[LoRaWAN] Transmission stops after about a day

SloMusti commented 6 years ago

I have been testing the robustness of the Murata module by using B-L072Z-LRWAN1 with this core, version 0.0.7 and have encountered an issue where about a day later the transmissions to gateway stop. This has been confirmed on all the boards with multiple gateways in two different cities to exclude other factors.

The code running on the device is attached below, simple transmission every 10s. I have yet to capture the serial log until the crash, but it does not appear to be an issue with the main code loop that keep executing.

Any suggestions or ideas towards debugging this are welcome as well as if anyone else can please test this independently. loradiscoveryttnworking.txt

GrumpyOldPizza commented 6 years ago

Thanx. I'll give it a try.

On Sat, Jul 28, 2018 at 10:21 AM, SloMusti notifications@github.com wrote:

I have been testing the robustness of the Murata module by using B-L072Z-LRWAN1 with this core, version 0.0.7 and have encountered an issue where about a day later the transmissions to gateway stop. This has been confirmed on all the boards with multiple gateways in two different cities to exclude other factors.

The code running on the device is attached below, simple transmission every 10s. I have yet to capture the serial log until the crash, but it does not appear to be an issue with the main code loop that keep executing.

Any suggestions or ideas towards debugging this are welcome as well as if anyone else can please test this independently. loradiscoveryttnworking.txt https://github.com/GrumpyOldPizza/ArduinoCore-stm32l0/files/2238116/loradiscoveryttnworking.txt

— You are receiving this because you are subscribed to this thread. Reply to this email directly, view it on GitHub https://github.com/GrumpyOldPizza/ArduinoCore-stm32l0/issues/27, or mute the thread https://github.com/notifications/unsubscribe-auth/AG4QfEkndZbBIkPw5JYkxRzfFAd2Ua_gks5uLI-DgaJpZM4VlGSF .

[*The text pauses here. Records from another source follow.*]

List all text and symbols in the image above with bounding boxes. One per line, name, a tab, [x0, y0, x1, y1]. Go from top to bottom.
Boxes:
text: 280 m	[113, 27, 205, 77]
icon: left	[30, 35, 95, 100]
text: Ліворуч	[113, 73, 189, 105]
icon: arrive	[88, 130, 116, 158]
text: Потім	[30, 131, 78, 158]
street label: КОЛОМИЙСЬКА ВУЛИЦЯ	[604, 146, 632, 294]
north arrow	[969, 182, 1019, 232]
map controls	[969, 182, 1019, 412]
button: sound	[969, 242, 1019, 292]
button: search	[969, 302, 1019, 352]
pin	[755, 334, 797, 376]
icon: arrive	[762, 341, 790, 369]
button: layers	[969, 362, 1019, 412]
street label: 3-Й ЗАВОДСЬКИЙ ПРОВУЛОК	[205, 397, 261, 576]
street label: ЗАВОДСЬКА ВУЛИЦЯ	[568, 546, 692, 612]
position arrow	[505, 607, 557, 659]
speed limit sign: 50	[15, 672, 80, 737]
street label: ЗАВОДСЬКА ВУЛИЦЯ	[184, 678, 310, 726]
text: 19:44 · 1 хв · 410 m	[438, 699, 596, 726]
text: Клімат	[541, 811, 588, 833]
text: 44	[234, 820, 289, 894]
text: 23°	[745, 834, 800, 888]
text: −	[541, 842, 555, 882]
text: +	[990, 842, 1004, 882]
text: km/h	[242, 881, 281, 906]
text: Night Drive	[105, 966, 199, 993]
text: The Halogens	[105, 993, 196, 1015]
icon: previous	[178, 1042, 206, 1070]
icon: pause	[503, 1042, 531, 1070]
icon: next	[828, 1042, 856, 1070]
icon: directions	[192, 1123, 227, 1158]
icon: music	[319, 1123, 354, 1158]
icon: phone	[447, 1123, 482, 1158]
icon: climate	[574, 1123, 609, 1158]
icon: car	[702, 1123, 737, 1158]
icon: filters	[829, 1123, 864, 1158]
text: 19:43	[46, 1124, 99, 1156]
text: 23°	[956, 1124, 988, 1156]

SloMusti commented 6 years ago

Furthermore, this issue has been reported by @s54mtb as well using unrelated firmware to this repository, so there may as well be something STM/Murata related: https://github.com/s54mtb/LoRaDunchy/tree/master/sw

SloMusti commented 6 years ago

Tracing possible causes now with serial logging and power analyzer. Once thing is apparent now, the data rate changes due to ADR, will try to correlate if that is an issue.

TRANSMIT( TimeOnAir: 74311, NextTxTime: 0, MaxPayloadSize: 51, DR: 0, TxPower: 16.0dbm, UpLinkCounter: 63, DownLinkCounter: 0 )
TRANSMIT( TimeOnAir: 75467, NextTxTime: 0, MaxPayloadSize: 51, DR: 0, TxPower: 16.0dbm, UpLinkCounter: 64, DownLinkCounter: 0 )
TRANSMIT( TimeOnAir: 76623, NextTxTime: 0, MaxPayloadSize: 242, DR: 5, TxPower: 12.0dbm, UpLinkCounter: 65, DownLinkCounter: 0 )
TRANSMIT( TimeOnAir: 76675, NextTxTime: 0, MaxPayloadSize: 242, DR: 5, TxPower: 12.0dbm, UpLinkCounter: 66, DownLinkCounter: 0 )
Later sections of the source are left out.